• **MATERIAL SUPPLIED**:
####################
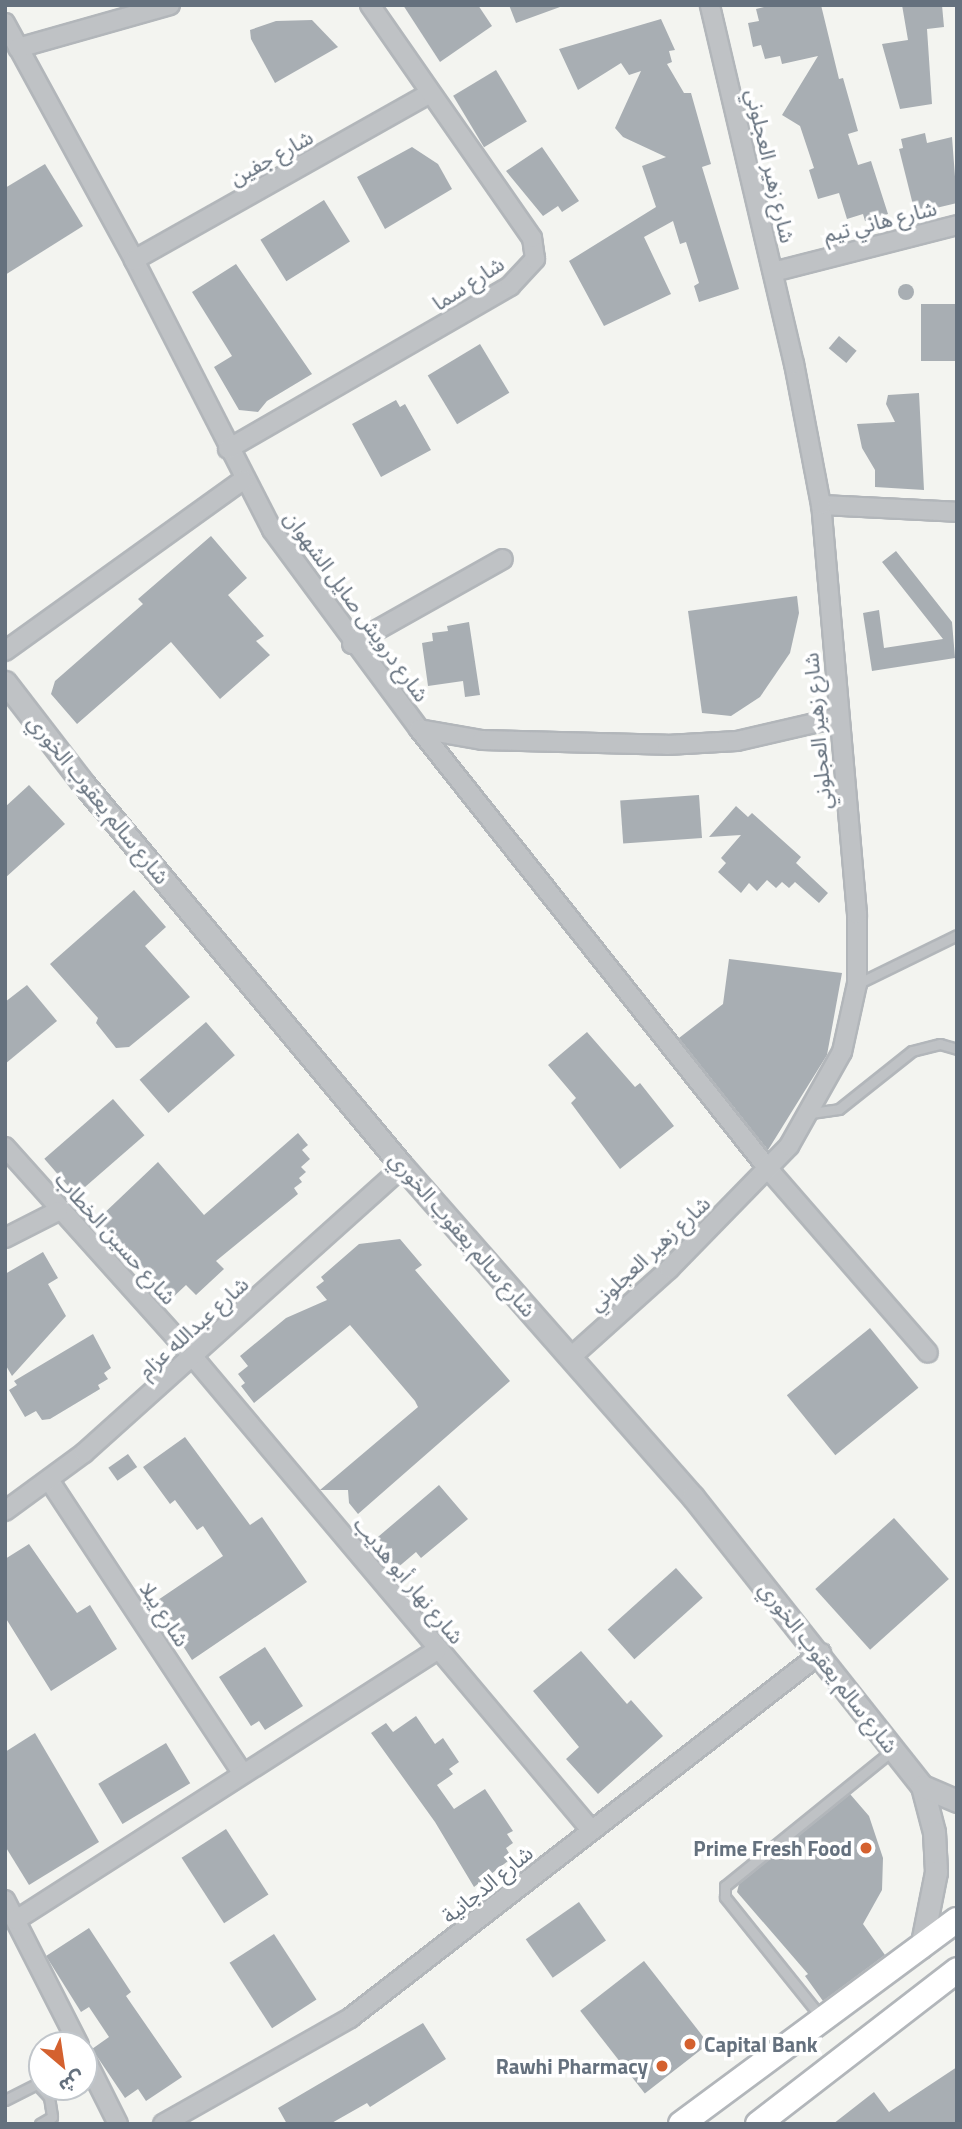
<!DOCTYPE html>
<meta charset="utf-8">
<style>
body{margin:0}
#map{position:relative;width:962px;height:2129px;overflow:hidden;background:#f3f4f0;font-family:"Titillium Web","Noto Sans Arabic",sans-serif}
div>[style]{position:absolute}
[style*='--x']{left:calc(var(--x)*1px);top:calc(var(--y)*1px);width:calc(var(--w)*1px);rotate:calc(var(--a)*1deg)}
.building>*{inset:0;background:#a8aeb3;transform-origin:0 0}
.round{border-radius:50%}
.roads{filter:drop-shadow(2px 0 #b2b6ba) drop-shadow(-2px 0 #b2b6ba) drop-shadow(0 2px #b2b6ba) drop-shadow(0 -2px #b2b6ba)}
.service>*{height:9px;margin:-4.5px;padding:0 4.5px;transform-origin:4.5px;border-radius:4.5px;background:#bfc2c5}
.minor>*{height:18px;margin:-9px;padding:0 9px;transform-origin:9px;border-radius:9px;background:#bfc2c5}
.tertiary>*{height:21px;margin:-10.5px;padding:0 10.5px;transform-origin:10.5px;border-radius:10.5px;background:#bfc2c5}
.secondary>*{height:24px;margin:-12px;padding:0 12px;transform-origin:12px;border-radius:12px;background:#fff}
.dots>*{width:19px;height:19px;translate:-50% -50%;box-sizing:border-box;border:4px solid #fff;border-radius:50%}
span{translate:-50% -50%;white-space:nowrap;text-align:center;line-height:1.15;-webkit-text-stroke:7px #fff;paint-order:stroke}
.street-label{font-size:21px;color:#65717e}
.poi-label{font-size:21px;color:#65717e;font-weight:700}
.right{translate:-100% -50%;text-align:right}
.left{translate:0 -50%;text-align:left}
.frame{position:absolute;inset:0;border:7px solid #65717e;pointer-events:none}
.north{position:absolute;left:28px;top:2031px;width:70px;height:70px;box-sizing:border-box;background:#fff;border:2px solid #c1c6cb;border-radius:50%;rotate:151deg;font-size:19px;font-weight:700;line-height:28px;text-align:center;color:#65717e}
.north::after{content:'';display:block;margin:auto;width:24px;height:32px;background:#d4612f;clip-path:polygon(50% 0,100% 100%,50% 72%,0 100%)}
</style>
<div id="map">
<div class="building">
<div style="clip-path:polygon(403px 5px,478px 5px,492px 26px,440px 62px)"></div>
<div style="clip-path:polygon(509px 5px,560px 5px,560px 7px,516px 23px)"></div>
<div style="clip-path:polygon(772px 5px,821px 5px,839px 79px,843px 78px,858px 131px,848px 134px,858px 165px,871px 161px,888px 214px,865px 221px,863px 214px,847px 219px,839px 193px,818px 199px,809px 170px,814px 168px,800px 126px,782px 115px,818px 56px,782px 64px,780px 56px,765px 59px,761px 45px,753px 47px,748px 23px,759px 21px,756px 9px)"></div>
<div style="clip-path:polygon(902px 5px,942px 5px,944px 27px,927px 29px,932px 104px,900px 109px,882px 44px,908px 40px)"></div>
<div style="clip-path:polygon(661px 19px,675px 50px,669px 51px,672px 62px,667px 64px,684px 93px,691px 93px,711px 164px,702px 167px,739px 289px,699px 302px,694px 286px,699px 283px,686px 242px,680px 244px,673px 221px,644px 237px,671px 294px,604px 326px,569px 261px,656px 207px,642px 166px,666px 157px,623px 137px,615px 128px,641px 71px,629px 75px,621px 63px,578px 90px,559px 49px)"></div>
<div style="clip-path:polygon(312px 20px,338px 47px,275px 83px,251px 39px,250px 30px,276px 21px)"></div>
<div style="left:496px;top:70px;width:60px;height:50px;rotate:59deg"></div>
<div style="clip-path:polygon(925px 133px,927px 143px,952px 137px,957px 203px,915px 213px,899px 149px,903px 148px,901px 139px)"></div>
<div style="clip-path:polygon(412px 147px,438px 164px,452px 189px,385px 229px,357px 177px)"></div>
<div style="clip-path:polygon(542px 147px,579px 201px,562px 212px,558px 206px,543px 216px,506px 171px)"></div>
<div style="clip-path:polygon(45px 164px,83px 226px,5px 275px,5px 188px)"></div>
<div style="left:324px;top:200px;width:49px;height:75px;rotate:58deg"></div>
<div style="clip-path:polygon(236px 264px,312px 374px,267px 401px,258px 412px,239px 410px,214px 367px,232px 356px,192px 292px)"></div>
<div class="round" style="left:898px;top:284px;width:16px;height:16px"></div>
<div style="left:957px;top:304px;width:57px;height:36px;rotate:90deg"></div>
<div style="left:839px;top:336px;width:23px;height:16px;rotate:40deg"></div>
<div style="left:480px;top:344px;width:57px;height:61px;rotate:59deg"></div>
<div style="clip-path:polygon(919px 393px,924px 490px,875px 487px,875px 470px,862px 448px,857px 424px,895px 422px,886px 404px,888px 395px)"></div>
<div style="clip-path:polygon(396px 400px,400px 407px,405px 404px,431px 450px,381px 477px,352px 424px)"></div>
<div style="clip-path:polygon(211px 536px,247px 578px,228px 595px,264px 636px,256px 641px,270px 655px,220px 699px,171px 642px,77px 724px,51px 694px,55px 681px,143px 604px,138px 599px)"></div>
<div style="clip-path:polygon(896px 551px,952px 622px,955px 658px,872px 671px,863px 613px,879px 610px,884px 648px,943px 639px,882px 562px)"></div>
<div style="clip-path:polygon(797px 596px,799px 613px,790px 653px,760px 697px,731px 716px,702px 713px,688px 611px)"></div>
<div style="clip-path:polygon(469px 622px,480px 695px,465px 697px,463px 681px,428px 686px,422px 643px,433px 641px,432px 633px,448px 631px,447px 626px)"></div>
<div style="clip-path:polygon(29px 785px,65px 824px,5px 878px,5px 807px)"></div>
<div style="left:699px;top:795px;width:43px;height:79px;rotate:86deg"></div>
<div style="clip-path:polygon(736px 806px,748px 817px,752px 813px,801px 857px,796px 863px,828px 893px,819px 903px,795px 882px,789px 888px,782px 882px,776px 888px,767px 880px,757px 891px,749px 883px,741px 893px,718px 872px,726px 863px,721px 858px,741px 835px,709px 837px)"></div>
<div style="clip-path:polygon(134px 890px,166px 927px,145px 946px,190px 997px,129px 1047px,116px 1048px,96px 1023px,98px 1018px,50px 964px)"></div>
<div style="clip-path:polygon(729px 959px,842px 973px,827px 1055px,768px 1150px,679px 1038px,723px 1004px)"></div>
<div style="clip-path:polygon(27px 985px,57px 1021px,5px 1064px,5px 1002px)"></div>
<div style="left:206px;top:1022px;width:44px;height:88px;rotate:49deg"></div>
<div style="clip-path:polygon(587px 1032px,635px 1087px,640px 1083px,674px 1126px,620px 1169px,571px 1103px,576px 1098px,548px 1065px)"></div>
<div style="left:113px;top:1099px;width:48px;height:91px;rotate:49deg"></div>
<div style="clip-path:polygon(298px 1133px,308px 1145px,302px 1150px,310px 1159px,301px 1167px,306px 1172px,299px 1178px,302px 1182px,294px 1188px,298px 1194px,216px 1261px,224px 1269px,196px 1295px,186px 1285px,168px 1302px,98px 1219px,158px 1162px,204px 1215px)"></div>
<div style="clip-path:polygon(400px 1239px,422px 1265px,415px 1270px,510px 1381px,358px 1514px,349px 1503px,348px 1490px,320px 1490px,418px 1407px,415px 1401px,350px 1325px,254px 1403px,241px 1386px,245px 1383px,238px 1374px,248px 1366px,240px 1356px,286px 1318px,327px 1300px,316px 1287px,324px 1281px,321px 1277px,359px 1244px)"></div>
<div style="clip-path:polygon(43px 1252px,58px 1278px,48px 1284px,66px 1316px,12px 1376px,5px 1364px,5px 1274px)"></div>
<div style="left:870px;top:1328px;width:77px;height:107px;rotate:51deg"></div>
<div style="clip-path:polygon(93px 1334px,111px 1368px,104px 1373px,108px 1379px,98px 1385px,100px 1389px,50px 1419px,42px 1420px,36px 1411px,25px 1417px,9px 1390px,17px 1385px,14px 1381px)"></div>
<div style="clip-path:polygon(185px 1437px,250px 1525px,262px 1517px,307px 1582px,192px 1660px,155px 1602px,223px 1556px,203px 1526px,197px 1530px,175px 1500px,170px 1504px,143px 1467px)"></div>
<div style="left:128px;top:1454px;width:16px;height:24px;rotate:55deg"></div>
<div style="clip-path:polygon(439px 1485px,468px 1519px,421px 1558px,416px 1552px,396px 1569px,372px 1542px)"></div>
<div style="left:894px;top:1518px;width:82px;height:106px;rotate:48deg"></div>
<div style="clip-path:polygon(29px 1544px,77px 1613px,90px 1605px,117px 1649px,51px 1691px,5px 1617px,5px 1559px)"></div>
<div style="left:676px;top:1568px;width:40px;height:92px;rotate:48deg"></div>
<div style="clip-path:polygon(265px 1647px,303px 1706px,265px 1730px,259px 1721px,251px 1726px,219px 1677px)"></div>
<div style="clip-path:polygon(581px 1651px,627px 1704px,631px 1700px,663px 1736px,598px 1794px,566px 1759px,579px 1747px,533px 1691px)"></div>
<div style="clip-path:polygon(416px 1716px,435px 1744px,443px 1738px,459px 1762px,449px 1769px,453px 1774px,437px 1785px,454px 1809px,485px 1789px,513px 1831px,507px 1834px,513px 1843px,506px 1848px,512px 1858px,474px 1887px,435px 1822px,371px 1733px,386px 1723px,393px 1732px)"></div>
<div style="clip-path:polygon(35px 1733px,99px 1842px,29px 1885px,5px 1846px,5px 1752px)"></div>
<div style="left:166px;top:1743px;width:47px;height:79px;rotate:59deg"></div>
<div style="clip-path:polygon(850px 1794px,869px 1816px,883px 1858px,882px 1890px,863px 1924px,885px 1955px,823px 2001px,805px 1976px,808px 1974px,737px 1892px,739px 1884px)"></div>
<div style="left:226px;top:1829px;width:78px;height:53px;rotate:57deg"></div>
<div style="left:579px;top:1902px;width:47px;height:65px;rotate:55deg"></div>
<div style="clip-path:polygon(89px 1928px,131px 1992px,126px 1996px,182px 2077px,146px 2101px,138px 2089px,125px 2098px,92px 2049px,109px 2037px,89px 2007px,81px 2012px,46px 1956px)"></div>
<div style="left:274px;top:1934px;width:78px;height:53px;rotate:57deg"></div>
<div style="left:644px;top:1961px;width:105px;height:81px;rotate:52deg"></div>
<div style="clip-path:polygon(423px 2023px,446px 2059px,370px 2107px,367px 2103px,330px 2124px,287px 2124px,278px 2108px)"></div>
<div style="clip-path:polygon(957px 2067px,957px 2124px,833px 2124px,874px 2092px,889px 2112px)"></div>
</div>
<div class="roads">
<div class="service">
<div style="--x:857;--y:984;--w:111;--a:-26.1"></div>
<div style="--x:811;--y:1113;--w:28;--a:-8"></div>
<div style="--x:839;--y:1109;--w:93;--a:-38.5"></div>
<div style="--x:912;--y:1051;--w:29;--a:-14"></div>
<div style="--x:940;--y:1044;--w:18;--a:16"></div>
<div style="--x:821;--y:2017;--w:154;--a:-128.7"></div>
<div style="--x:725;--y:1897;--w:11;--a:-90"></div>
<div style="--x:725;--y:1886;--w:216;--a:-39"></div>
<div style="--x:5;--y:2100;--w:36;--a:-27"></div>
<div style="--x:37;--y:2084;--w:18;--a:47"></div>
<div style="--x:49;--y:2097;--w:20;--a:81"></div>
<div style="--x:52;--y:2117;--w:14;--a:150"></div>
</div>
<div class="minor">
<div style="--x:5;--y:23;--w:270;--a:61.4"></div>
<div style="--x:134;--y:260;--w:303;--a:62.9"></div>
<div style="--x:272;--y:530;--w:247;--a:53.5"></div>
<div style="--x:419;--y:729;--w:64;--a:9.9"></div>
<div style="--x:482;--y:740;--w:185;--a:1.5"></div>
<div style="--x:667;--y:745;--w:70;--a:-3.3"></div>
<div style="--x:737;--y:741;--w:103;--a:-13"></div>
<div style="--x:18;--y:48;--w:158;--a:-15.8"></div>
<div style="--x:134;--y:260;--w:338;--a:-29.4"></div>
<div style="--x:773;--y:272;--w:190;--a:-14.3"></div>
<div style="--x:228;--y:449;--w:326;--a:-30"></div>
<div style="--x:510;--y:286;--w:37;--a:-47"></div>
<div style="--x:535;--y:259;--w:21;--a:-98"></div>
<div style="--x:532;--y:238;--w:284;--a:-124.8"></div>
<div style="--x:821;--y:505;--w:136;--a:2.9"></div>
<div style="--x:352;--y:644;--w:173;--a:-29.4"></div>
<div style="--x:5;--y:651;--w:293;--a:-35.7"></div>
<div style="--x:419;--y:729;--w:563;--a:51.56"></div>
<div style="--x:769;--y:1170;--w:242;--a:49"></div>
<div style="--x:5;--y:1147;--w:283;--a:48.1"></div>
<div style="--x:194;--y:1358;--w:617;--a:49.93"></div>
<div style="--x:5;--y:1238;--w:59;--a:-27"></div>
<div style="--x:571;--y:1357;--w:132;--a:-41.9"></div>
<div style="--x:669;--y:1269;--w:172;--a:-45.7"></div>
<div style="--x:789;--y:1146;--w:108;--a:-60.6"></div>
<div style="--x:842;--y:1052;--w:70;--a:-77.6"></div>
<div style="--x:857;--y:984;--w:70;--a:-90"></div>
<div style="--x:857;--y:914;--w:411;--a:-95"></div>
<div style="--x:821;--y:505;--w:144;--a:-100.8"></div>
<div style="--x:794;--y:364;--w:369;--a:-103.2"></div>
<div style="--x:49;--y:1480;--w:351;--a:56.6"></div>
<div style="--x:5;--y:1511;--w:98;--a:-36.3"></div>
<div style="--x:84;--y:1453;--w:428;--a:-41.9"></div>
<div style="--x:5;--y:1900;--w:163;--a:63"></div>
<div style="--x:16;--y:1920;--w:500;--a:-32.67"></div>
<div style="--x:84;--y:2056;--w:76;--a:63.4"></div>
<div style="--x:163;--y:2124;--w:215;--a:-29.5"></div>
<div style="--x:350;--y:2018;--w:596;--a:-37.77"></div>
</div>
<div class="tertiary">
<div style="--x:5;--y:682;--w:126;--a:52.4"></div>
<div style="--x:82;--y:782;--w:501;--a:50.18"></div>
<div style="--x:403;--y:1167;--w:439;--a:48.7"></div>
<div style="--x:693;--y:1497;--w:369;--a:51.6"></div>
<div style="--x:922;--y:1786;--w:48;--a:75.4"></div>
<div style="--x:934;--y:1832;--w:40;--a:87.1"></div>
<div style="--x:936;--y:1872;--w:77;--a:101.2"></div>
<div style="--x:922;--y:1786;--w:38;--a:23"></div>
</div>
<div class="secondary">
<div style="--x:681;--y:2124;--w:343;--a:-36.5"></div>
<div style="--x:758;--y:2124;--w:252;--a:-37.7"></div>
</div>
</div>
<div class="dots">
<div style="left:866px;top:1848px;background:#d4612f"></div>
<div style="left:690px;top:2044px;background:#d4612f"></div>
<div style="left:662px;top:2066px;background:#d4612f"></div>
</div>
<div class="street-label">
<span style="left:271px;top:157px;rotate:-29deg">شارع جفين</span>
<span style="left:771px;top:166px;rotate:77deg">شارع زهير العجلوني</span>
<span style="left:880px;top:221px;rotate:-14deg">شارع هاني تيم</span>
<span style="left:468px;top:283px;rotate:-33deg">شارع سما</span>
<span style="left:357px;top:606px;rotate:54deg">شارع درويش صايل الشهوان</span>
<span style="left:817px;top:731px;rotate:-95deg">شارع زهير العجلوني</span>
<span style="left:99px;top:799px;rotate:51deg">شارع سالم يعقوب الخوري</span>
<span style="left:463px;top:1234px;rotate:49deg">شارع سالم يعقوب الخوري</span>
<span style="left:116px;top:1238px;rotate:48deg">شارع حسين الخطاب</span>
<span style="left:649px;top:1253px;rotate:-43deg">شارع زهير العجلوني</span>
<span style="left:193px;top:1327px;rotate:-42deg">شارع عبدالله عزام</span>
<span style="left:409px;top:1580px;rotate:50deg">شارع نهار أبو هديب</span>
<span style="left:165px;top:1614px;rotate:57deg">شارع يبلا</span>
<span style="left:829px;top:1667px;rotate:52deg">شارع سالم يعقوب الخوري</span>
<span style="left:487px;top:1884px;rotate:-39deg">شارع الدجانية</span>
</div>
<div class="poi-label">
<span class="right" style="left:852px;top:1848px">Prime Fresh Food</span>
<span class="left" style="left:704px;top:2044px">Capital Bank</span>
<span class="right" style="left:648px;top:2066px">Rawhi Pharmacy</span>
</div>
<div class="frame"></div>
<div class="north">ش</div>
</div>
####################
Check the listing above for lines containing the string "roads", and copy each one.

.roads{filter:drop-shadow(2px 0 #b2b6ba) drop-shadow(-2px 0 #b2b6ba) drop-shadow(0 2px #b2b6ba) drop-shadow(0 -2px #b2b6ba)}
<div class="roads">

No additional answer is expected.